[SciPy-Dev] NumPy/SciPy participation in GSoC 2013
Charles R Harris
charlesr.harris@gmail....
Tue Apr 2 13:54:12 CDT 2013
On Tue, Apr 2, 2013 at 12:02 PM, Ralf Gommers <ralf.gommers@gmail.com>wrote:
>
>
>
> On Tue, Apr 2, 2013 at 5:24 PM, Nathaniel Smith <njs@pobox.com> wrote:
>
>> On Mon, Apr 1, 2013 at 12:58 PM, Ralf Gommers <ralf.gommers@gmail.com>
>> wrote:
>> > On Tue, Mar 26, 2013 at 12:27 AM, Ralf Gommers <ralf.gommers@gmail.com>
>> > wrote:
>> >>
>> >>
>> >>
>> >>
>> >> On Thu, Mar 21, 2013 at 10:20 PM, Ralf Gommers <ralf.gommers@gmail.com
>> >
>> >> wrote:
>> >>>
>> >>> Hi all,
>> >>>
>> >>> It is the time of the year for Google Summer of Code applications. If
>> we
>> >>> want to participate with Numpy and/or Scipy, we need two things:
>> enough
>> >>> mentors and ideas for projects. If we get those, we'll apply under
>> the PSF
>> >>> umbrella. They've outlined the timeline they're working by and
>> guidelines at
>> >>>
>> http://pyfound.blogspot.nl/2013/03/get-ready-for-google-summer-of-code.html
>> .
>> >>>
>> >>> We should be able to come up with some interesting project ideas I'd
>> >>> think, let's put those at
>> >>> http://projects.scipy.org/scipy/wiki/SummerofCodeIdeas. Preferably
>> with
>> >>> enough detail to be understandable for people new to the projects and
>> a
>> >>> proposed mentor.
>> >>>
>> >>> We need at least 3 people willing to mentor a student. Ideally we'd
>> have
>> >>> enough mentors this week, so we can apply to the PSF on time. If
>> you're
>> >>> willing to be a mentor, please send me the following: name, email
>> address,
>> >>> phone nr, and what you're interested in mentoring.

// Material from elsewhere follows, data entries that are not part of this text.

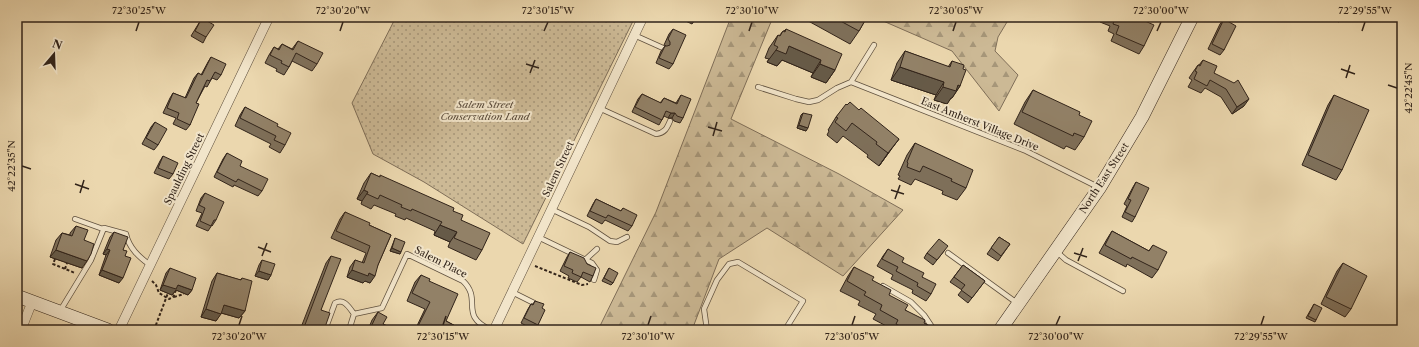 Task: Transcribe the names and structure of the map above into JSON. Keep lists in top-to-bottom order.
{
  "streets": {
    "main road": ["North East Street"],
    "street": ["Spaulding Street", "Salem Street"],
    "lane": ["East Amherst Village Drive", "Salem Place"]
  },
  "crossings": [
    ["East Amherst Village Drive", "North East Street"]
  ],
  "parks": ["Salem Street Conservation Land"],
  "north": "top",
  "coordinates": [
    "72°30'25\"W",
    "72°30'20\"W",
    "72°30'15\"W",
    "72°30'10\"W",
    "72°30'05\"W",
    "72°30'00\"W",
    "72°29'55\"W",
    "42°22'45\"N",
    "42°22'35\"N"
  ]
}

If you have time
>> >>> constaints and have doubts about being able to be a primary mentor,
>> being a
>> >>> backup mentor would also be helpful.
>> >>
>> >>
>> >> So far we've only got one primary mentor (thanks Chuck!), most core
>> devs
>> >> do not seem to have the bandwidth this year. If there are other people
>> >> interested in mentoring please let me know. If not, then it looks like
>> we're
>> >> not participating this year.
>> >
>> >
>> > Hi all, an update on GSoC'13. We do have enough mentoring power after
>> all;
>> > NumPy/SciPy is now registered as a participating project on the PSF
>> page:
>> > http://wiki.python.org/moin/SummerOfCode/2013
>> >
>> > Prospective students: please have a look at
>> > http://wiki.python.org/moin/SummerOfCode/Expectations and at
>> > http://projects.scipy.org/scipy/wiki/SummerofCodeIdeas. In particular
>> note
>> > that we require you to make one pull request to NumPy/SciPy which has
>> to be
>> > merged *before* the application deadline (May 3). So please start
>> thinking
>> > about that, and start a discussion on your project idea on this list.>
>>
>> It doesn't look like I have the appropriate mojo to edit that page, but:
>>
>> - The NA thing at the bottom should just be deleted, dropping a
>> student into that would be cruel...
>>
>> - Some new entries, perhaps someone could add?
>>
>> ---------------
>>
>> == Performance parity between numpy arrays and Python scalars ==
>>
>> Small numpy arrays are very similar to Python scalars -- but numpy
>> incurs a fair amount of extra overhead for simple operations. For
>> large arrays this doesn't matter, but for code that manipulates a lot
>> of small pieces of data, it can be a serious bottleneck. For example:
>> {{{
>> In [1]: x = 1.0
>>
>> In [2]: numpy_x = np.asarray(x)
>>
>> In [3]: timeit x + x
>> 10000000 loops, best of 3: 61 ns per loop
>>
>> In [4]: timeit numpy_x + numpy_x
>> 1000000 loops, best of 3: 1.66 us per loop
>> }}}
>>
>> This project would involve profiling simple operations like the above,
>> determining where the bottlenecks are, and devising improved
>> algorithms to solve them, with the goal of getting the numpy time as
>> close as possible to the Python time. Not only would this make all
>> numpy-using code faster, but it would pave the way for future
>> simplifications in numpy's core, which currently has a lot of
>> duplicate code that attempts to work around these slow paths instead
>> of fixing them properly.
>>
>> Some possible concrete changes:
>> 1. numpy's "ufunc loop lookup code" (which is used to determine, e.g.,
>> whether to use the integer or floating-point versions of "+") is slow
>> and inefficient.
>> 2. Checking for floating point errors is very slow; we can and should
>> do it less often.
>> 3. When allocating the return value, the "+" for Python floats calls
>> malloc() only once; numpy calls it twice (once for the array object
>> itself, and a second time for the array data). Stashing both objects
>> within a single allocation would be more efficient.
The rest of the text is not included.